Voici un article paru dans le supplément francilien du journal "Le Monde" du mercredi 19 avril : (english version)

 ROBERT SMITH CURE TOUJOURS

20 ans après, l’adolescent à la voix trainante et aux rouge à lèvre qui déborde continue d’hystériser les foules. Son " dream tour " ? Un bon remède contre l’endormissement.
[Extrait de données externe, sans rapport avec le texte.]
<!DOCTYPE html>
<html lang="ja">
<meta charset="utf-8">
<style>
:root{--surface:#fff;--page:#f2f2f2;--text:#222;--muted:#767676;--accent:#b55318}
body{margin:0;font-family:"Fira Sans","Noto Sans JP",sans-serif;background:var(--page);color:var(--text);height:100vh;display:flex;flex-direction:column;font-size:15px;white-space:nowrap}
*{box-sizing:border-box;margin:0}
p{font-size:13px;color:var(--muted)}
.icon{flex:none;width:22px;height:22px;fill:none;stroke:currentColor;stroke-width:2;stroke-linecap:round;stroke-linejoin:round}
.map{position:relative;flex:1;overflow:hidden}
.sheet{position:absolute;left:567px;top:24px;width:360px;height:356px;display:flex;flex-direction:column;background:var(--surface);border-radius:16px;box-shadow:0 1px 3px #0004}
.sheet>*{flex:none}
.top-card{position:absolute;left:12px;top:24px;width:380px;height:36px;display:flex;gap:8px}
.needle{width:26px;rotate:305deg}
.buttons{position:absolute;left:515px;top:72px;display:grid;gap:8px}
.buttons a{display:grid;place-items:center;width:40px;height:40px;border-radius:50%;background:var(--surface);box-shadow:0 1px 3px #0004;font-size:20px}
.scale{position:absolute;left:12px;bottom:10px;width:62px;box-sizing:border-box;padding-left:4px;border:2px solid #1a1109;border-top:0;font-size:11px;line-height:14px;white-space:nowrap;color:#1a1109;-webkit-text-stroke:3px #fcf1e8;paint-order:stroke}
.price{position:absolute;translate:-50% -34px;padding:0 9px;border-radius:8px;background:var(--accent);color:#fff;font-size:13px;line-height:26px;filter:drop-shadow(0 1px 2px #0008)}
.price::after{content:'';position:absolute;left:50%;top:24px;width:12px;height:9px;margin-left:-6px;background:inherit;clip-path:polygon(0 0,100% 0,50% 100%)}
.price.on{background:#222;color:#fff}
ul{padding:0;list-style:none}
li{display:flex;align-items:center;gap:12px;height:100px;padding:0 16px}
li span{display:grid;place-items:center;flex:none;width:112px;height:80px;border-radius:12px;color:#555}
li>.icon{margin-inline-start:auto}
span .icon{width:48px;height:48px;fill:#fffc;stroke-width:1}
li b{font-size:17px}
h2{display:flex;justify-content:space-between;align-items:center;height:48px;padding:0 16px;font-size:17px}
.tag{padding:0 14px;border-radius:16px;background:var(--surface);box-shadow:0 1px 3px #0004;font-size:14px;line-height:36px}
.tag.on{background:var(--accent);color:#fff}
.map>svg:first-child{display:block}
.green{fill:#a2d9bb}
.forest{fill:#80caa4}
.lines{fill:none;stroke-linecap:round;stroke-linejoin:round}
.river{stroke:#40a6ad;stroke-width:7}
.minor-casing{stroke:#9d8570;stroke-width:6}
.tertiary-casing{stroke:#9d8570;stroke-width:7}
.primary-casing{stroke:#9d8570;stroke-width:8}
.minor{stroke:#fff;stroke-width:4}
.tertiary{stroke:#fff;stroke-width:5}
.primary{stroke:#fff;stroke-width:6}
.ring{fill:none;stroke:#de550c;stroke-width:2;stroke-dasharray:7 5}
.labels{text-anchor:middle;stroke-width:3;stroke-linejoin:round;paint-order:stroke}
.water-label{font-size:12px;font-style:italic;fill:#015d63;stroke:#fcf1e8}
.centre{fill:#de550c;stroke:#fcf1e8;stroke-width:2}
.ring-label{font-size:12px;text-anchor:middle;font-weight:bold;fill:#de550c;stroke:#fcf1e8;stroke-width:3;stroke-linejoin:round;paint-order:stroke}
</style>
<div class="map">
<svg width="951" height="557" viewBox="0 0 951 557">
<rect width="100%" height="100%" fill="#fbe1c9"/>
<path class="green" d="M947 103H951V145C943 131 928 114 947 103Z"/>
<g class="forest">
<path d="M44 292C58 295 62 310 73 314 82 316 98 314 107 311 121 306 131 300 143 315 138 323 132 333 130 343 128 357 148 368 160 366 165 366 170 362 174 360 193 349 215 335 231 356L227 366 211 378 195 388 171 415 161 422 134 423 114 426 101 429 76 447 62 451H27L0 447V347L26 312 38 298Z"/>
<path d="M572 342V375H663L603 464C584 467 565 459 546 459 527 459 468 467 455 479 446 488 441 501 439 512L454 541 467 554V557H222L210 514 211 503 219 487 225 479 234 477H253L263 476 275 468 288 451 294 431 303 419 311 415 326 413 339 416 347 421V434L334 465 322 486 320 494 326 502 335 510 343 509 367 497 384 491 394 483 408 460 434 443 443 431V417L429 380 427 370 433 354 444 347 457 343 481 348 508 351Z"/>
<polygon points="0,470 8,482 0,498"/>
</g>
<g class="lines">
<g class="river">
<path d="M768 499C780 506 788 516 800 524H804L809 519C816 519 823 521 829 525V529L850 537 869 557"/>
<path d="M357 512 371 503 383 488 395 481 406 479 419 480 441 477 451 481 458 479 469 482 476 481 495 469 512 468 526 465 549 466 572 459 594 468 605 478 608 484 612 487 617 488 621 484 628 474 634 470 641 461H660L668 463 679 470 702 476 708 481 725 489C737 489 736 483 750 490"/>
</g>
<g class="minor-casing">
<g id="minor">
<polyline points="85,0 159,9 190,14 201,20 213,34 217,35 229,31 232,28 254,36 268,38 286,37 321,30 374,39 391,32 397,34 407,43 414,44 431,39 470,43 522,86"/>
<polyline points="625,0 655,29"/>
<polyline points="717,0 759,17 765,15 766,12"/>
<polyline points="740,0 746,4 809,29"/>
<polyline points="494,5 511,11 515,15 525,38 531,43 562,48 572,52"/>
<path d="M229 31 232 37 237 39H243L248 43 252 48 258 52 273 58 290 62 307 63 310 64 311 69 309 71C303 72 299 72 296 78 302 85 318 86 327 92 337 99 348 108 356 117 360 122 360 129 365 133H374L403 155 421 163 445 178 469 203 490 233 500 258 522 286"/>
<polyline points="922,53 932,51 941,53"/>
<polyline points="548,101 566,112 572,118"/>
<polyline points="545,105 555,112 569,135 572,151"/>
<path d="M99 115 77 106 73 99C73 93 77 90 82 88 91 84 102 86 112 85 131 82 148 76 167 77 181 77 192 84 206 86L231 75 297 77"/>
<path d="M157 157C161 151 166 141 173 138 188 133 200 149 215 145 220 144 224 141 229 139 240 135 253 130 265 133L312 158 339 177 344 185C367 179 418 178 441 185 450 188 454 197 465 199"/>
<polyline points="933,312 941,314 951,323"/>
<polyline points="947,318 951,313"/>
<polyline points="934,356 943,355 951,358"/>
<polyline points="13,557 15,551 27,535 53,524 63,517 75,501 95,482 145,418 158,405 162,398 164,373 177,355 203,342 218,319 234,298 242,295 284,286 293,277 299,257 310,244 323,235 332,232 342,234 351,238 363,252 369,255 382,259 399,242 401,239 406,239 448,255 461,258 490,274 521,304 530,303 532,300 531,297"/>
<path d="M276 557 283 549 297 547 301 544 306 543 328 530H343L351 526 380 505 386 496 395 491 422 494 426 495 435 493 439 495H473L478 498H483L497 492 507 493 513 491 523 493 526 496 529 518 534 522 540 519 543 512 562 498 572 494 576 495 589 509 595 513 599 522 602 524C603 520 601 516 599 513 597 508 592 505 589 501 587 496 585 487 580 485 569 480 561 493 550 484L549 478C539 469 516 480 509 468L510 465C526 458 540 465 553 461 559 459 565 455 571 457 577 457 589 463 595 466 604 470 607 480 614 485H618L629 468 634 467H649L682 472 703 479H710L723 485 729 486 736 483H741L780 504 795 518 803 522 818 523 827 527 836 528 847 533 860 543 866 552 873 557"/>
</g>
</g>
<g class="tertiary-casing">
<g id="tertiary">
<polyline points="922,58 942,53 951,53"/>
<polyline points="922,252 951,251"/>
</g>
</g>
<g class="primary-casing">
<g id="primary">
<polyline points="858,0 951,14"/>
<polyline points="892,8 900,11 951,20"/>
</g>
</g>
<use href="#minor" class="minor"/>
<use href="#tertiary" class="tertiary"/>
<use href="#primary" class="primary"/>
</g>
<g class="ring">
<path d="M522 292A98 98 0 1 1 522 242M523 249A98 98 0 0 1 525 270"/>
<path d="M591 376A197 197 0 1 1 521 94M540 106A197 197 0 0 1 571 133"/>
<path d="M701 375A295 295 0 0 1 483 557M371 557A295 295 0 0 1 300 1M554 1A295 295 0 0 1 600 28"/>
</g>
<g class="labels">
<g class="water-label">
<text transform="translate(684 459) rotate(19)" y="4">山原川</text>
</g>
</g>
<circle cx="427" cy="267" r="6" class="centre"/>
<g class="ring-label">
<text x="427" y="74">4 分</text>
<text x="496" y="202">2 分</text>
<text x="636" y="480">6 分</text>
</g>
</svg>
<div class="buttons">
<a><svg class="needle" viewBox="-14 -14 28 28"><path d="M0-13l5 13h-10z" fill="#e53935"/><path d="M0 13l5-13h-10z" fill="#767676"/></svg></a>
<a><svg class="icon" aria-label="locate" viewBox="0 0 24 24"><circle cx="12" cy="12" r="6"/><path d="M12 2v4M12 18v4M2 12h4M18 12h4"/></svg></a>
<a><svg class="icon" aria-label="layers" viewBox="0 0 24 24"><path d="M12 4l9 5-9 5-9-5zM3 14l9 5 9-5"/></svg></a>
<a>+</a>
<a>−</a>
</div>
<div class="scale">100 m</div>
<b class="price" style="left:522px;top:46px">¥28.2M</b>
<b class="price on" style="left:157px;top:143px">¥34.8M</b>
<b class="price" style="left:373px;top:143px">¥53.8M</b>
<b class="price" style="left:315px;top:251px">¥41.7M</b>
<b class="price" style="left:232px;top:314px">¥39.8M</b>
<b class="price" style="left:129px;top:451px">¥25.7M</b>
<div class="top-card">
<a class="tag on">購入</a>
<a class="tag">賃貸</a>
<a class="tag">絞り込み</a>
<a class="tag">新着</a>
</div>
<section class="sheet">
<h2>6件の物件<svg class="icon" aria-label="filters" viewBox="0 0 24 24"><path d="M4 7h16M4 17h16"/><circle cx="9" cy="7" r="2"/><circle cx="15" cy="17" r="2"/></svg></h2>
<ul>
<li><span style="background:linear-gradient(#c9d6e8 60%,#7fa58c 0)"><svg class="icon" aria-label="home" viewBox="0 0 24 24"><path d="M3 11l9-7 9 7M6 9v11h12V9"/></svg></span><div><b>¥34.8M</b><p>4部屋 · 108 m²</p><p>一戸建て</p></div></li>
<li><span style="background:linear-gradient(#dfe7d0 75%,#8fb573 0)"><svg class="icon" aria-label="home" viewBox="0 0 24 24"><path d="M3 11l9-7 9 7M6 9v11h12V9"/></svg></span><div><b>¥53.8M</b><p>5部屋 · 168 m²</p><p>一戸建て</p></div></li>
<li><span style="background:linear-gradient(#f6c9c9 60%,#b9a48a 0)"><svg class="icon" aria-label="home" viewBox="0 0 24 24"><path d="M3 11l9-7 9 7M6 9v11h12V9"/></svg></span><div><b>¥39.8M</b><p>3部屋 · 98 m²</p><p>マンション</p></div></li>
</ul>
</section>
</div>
iiiiiiiiiiiii… Le gros car rose immatriculé en grande Bretagne tente de se frayer un chemin dans les rues de Grenoble. Derrière lui, une armada de voitures grillent les feux, crissent des pneus... Une course poursuite au parfum d'hystérie : pour sa nouvelle tournée, le groupe a pu constater que sa popularité avait retrouvé les proportions de ses années de gloires. "On n'avait pas vu ça depuis 1987", confirme, essoufflé, Roger O'Donnell, le clavier, une fois enfin à l'abris dans le hall de l'hotel. A l'époque - sommet de la curemania - on ne comptait pas un lycée qui ne charriât sa dizaine de clones de Robert Smith, cheveux en pétard, maquillage outrancier et vêtements noirs de rigueur. Porte parole privilégié du mal-être adolescent, c'est chez nous que la new wave de ces anglais a eu le plus de répercussions.

Aujourd'hui, du haut de ses vingt ans d'activité et de make up, Robert Smith peut contempler avec satisfaction plusieurs générations de fans. " La majorité du public a le même age, entre 15 et 25 ans, qu'il y a dix ans. C'est formidable : nous vieillissons, pas eux. constate R.S.. Et puis il y a les vieux fidèles qui réagissent sur les vieilles chansons." Face à lui, un garçon, l'air égaré le regarde, béat et incrédule.

  "Laissez-moi le regarder, juste le regarder" susurre-t-il aux agents de sécurité.

Pour bâtir le répertoire de cette nouvelle tournée, Smith n'a pas joué la carte de la facilité. Aux tubes radio - qui ont assuré le succès commercial du groupe, il a préféré les chansons plus conformes à son identité. "On a délibérément choisi de jouer des morceaux atmosphériques et très peu de singles. Cela n'empêche pas les gens de nous demander très régulièrement Lullaby".

Devenu à son tour une institution du rock, Cure a refusé de céder à la tentation du concert en forme de best-of. Seule alternative valable : proposer du neuf. En l'occurence, les dernières chansons du groupe, qui figurent parmis les meilleurs qu'ils aient jamais écrites.

Au moment d'aborder l'enregistrement de Bloodflowers, R.S. a décidé de donner une suite à la trilogie d'albums entamée avec Pornography en 1982 puis poursuivie sur Disintegration en 1989.

  Constitué de longues pièces brumeuses aux accents parfois psychédéliques, le répertoire reprend toute la singularité du son Cure. Voix traînante, lignes de basse métaliques, enchevêtrements de guitares... autant d'éléments plagiés à outrance mais que personne n'a pu s'approporier tout à fait.

Parmis les nombreux prétendants à la succession (Placebo, Smashing Pumpkins), Cure ne se reconnait qu'un seul dauphin : le groupe bruitiste écossais Mogwai. Et même s'il déclare vouvoir mettre la clef sous la porte, personne ne prend jamais l'avertissment au sérieux. Peut-être parce que, loin d'avoir les allures d'enterrement de première classe d'un adieu, le dream tour montre un groupe au sommet de ses capacités.

Et parce que Robert Smith, plus touchant que jamais, est toujours ravi d'embarquer un public pas encore né aux débuts du groupe dans des concerts fleuves de plus de trois heures.